INPUT FOR THIS TASK »
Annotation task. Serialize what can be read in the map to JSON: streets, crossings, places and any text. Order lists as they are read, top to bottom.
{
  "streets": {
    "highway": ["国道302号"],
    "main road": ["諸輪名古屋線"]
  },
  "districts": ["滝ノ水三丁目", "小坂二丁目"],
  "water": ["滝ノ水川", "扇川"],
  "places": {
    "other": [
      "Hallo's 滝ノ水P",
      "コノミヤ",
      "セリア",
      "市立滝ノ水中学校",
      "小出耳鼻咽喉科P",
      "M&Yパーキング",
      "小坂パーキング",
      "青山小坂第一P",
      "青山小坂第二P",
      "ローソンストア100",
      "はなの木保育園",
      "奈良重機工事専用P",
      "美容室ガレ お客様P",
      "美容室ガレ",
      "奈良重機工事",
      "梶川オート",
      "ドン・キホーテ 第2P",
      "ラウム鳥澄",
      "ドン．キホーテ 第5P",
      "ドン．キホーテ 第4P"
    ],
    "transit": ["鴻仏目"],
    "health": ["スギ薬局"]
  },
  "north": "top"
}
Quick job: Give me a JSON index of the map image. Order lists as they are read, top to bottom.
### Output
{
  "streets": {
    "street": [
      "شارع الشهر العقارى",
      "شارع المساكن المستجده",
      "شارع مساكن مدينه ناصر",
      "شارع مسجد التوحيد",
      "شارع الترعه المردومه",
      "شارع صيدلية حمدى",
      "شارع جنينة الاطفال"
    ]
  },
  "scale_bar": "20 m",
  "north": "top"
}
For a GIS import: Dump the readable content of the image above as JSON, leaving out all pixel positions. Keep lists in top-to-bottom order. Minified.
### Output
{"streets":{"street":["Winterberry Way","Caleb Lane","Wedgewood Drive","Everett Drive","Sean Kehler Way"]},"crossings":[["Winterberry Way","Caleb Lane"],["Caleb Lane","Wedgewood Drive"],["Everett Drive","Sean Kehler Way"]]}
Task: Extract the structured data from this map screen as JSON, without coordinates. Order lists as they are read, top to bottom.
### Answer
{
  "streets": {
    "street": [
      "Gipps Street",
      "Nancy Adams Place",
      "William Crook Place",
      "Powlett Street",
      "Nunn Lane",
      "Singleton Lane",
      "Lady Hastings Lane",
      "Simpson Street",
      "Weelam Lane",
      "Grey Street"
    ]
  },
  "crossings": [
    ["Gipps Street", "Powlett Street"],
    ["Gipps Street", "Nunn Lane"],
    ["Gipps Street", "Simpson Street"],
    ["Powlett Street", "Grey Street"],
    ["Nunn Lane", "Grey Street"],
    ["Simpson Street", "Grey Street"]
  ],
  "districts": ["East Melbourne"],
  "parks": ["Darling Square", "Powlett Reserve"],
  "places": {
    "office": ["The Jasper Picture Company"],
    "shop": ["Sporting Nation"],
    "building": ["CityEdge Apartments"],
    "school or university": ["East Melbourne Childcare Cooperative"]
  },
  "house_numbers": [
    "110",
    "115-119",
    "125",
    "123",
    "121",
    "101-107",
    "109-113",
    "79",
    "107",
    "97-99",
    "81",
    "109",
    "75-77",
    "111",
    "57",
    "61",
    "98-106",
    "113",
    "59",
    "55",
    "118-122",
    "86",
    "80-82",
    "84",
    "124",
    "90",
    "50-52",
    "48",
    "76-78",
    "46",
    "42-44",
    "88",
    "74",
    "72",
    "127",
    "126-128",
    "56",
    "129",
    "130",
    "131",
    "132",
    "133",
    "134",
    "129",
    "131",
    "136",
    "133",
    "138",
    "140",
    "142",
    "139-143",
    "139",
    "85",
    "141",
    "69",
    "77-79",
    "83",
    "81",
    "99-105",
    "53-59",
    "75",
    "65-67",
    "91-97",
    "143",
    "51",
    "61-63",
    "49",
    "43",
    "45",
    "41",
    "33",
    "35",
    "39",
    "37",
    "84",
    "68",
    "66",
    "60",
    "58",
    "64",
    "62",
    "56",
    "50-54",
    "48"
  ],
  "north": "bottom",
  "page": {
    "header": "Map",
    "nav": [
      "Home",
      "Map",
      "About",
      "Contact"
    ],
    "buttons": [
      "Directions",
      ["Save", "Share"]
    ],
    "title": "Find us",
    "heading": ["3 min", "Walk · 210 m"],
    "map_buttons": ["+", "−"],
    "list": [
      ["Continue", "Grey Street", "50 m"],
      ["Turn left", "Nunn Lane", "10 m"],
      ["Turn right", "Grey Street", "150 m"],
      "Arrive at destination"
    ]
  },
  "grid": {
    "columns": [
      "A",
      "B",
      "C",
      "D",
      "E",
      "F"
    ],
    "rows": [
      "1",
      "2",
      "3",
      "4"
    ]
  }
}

BRIEF » From the data above, copy each line where the string "Turn" appears.

EXERCISE RESULT »
      ["Turn left", "Nunn Lane", "10 m"],
      ["Turn right", "Grey Street", "150 m"],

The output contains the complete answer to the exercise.